Source records:
***
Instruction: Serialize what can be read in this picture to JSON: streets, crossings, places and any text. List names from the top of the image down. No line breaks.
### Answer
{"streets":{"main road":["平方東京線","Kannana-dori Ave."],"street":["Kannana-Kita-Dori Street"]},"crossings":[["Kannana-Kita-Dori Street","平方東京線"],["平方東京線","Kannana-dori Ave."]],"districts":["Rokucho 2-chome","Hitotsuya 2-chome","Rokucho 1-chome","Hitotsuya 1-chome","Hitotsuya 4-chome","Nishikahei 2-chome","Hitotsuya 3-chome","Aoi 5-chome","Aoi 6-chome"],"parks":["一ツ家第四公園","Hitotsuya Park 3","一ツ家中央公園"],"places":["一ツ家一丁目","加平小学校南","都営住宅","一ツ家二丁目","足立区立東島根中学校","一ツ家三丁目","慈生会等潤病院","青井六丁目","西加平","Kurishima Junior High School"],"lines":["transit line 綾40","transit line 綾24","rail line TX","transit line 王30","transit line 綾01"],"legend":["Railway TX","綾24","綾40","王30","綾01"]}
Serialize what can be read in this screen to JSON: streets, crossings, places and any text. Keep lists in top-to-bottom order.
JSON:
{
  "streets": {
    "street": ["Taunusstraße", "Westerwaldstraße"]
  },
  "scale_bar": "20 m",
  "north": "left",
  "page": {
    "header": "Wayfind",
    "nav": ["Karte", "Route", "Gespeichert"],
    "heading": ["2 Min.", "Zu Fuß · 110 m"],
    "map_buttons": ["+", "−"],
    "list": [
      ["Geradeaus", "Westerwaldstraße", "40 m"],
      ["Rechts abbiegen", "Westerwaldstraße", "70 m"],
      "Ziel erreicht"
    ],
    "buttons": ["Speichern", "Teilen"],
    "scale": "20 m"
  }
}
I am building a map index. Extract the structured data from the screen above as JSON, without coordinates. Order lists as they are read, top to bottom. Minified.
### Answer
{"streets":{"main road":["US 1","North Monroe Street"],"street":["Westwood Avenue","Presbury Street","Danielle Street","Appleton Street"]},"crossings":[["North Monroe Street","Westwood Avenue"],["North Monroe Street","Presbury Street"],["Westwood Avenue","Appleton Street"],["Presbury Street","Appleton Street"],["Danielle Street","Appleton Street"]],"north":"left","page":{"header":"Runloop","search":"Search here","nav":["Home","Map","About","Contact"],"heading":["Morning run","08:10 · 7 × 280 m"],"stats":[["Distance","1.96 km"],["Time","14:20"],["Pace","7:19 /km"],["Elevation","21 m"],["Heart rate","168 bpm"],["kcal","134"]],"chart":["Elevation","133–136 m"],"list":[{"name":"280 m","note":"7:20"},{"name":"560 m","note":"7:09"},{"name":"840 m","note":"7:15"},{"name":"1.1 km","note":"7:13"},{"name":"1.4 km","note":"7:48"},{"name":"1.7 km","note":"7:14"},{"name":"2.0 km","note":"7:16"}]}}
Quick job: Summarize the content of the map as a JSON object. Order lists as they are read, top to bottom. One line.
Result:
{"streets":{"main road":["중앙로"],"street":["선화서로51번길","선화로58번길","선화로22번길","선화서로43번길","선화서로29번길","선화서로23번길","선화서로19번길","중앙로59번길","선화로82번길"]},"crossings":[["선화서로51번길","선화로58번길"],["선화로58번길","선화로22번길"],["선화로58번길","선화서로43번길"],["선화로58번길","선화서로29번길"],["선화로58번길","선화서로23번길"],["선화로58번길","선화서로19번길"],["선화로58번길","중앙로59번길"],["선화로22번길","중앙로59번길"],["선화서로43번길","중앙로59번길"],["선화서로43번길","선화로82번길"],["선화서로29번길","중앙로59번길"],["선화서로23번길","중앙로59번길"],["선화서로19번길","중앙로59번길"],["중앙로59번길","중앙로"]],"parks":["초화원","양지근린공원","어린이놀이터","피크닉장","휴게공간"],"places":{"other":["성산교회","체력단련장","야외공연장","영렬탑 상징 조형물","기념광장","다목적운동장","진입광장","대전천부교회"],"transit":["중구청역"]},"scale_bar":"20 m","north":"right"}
***
Task goal: Go through the entries above and restate each one exactly.

Answer to the exercise:
Instruction: Serialize what can be read in this picture to JSON: streets, crossings, places and any text. List names from the top of the image down. No line breaks.
### Answer
{"streets":{"main road":["平方東京線","Kannana-dori Ave."],"street":["Kannana-Kita-Dori Street"]},"crossings":[["Kannana-Kita-Dori Street","平方東京線"],["平方東京線","Kannana-dori Ave."]],"districts":["Rokucho 2-chome","Hitotsuya 2-chome","Rokucho 1-chome","Hitotsuya 1-chome","Hitotsuya 4-chome","Nishikahei 2-chome","Hitotsuya 3-chome","Aoi 5-chome","Aoi 6-chome"],"parks":["一ツ家第四公園","Hitotsuya Park 3","一ツ家中央公園"],"places":["一ツ家一丁目","加平小学校南","都営住宅","一ツ家二丁目","足立区立東島根中学校","一ツ家三丁目","慈生会等潤病院","青井六丁目","西加平","Kurishima Junior High School"],"lines":["transit line 綾40","transit line 綾24","rail line TX","transit line 王30","transit line 綾01"],"legend":["Railway TX","綾24","綾40","王30","綾01"]}
Serialize what can be read in this screen to JSON: streets, crossings, places and any text. Keep lists in top-to-bottom order.
JSON:
{
  "streets": {
    "street": ["Taunusstraße", "Westerwaldstraße"]
  },
  "scale_bar": "20 m",
  "north": "left",
  "page": {
    "header": "Wayfind",
    "nav": ["Karte", "Route", "Gespeichert"],
    "heading": ["2 Min.", "Zu Fuß · 110 m"],
    "map_buttons": ["+", "−"],
    "list": [
      ["Geradeaus", "Westerwaldstraße", "40 m"],
      ["Rechts abbiegen", "Westerwaldstraße", "70 m"],
      "Ziel erreicht"
    ],
    "buttons": ["Speichern", "Teilen"],
    "scale": "20 m"
  }
}
I am building a map index. Extract the structured data from the screen above as JSON, without coordinates. Order lists as they are read, top to bottom. Minified.
### Answer
{"streets":{"main road":["US 1","North Monroe Street"],"street":["Westwood Avenue","Presbury Street","Danielle Street","Appleton Street"]},"crossings":[["North Monroe Street","Westwood Avenue"],["North Monroe Street","Presbury Street"],["Westwood Avenue","Appleton Street"],["Presbury Street","Appleton Street"],["Danielle Street","Appleton Street"]],"north":"left","page":{"header":"Runloop","search":"Search here","nav":["Home","Map","About","Contact"],"heading":["Morning run","08:10 · 7 × 280 m"],"stats":[["Distance","1.96 km"],["Time","14:20"],["Pace","7:19 /km"],["Elevation","21 m"],["Heart rate","168 bpm"],["kcal","134"]],"chart":["Elevation","133–136 m"],"list":[{"name":"280 m","note":"7:20"},{"name":"560 m","note":"7:09"},{"name":"840 m","note":"7:15"},{"name":"1.1 km","note":"7:13"},{"name":"1.4 km","note":"7:48"},{"name":"1.7 km","note":"7:14"},{"name":"2.0 km","note":"7:16"}]}}
Quick job: Summarize the content of the map as a JSON object. Order lists as they are read, top to bottom. One line.
Result:
{"streets":{"main road":["중앙로"],"street":["선화서로51번길","선화로58번길","선화로22번길","선화서로43번길","선화서로29번길","선화서로23번길","선화서로19번길","중앙로59번길","선화로82번길"]},"crossings":[["선화서로51번길","선화로58번길"],["선화로58번길","선화로22번길"],["선화로58번길","선화서로43번길"],["선화로58번길","선화서로29번길"],["선화로58번길","선화서로23번길"],["선화로58번길","선화서로19번길"],["선화로58번길","중앙로59번길"],["선화로22번길","중앙로59번길"],["선화서로43번길","중앙로59번길"],["선화서로43번길","선화로82번길"],["선화서로29번길","중앙로59번길"],["선화서로23번길","중앙로59번길"],["선화서로19번길","중앙로59번길"],["중앙로59번길","중앙로"]],"parks":["초화원","양지근린공원","어린이놀이터","피크닉장","휴게공간"],"places":{"other":["성산교회","체력단련장","야외공연장","영렬탑 상징 조형물","기념광장","다목적운동장","진입광장","대전천부교회"],"transit":["중구청역"]},"scale_bar":"20 m","north":"right"}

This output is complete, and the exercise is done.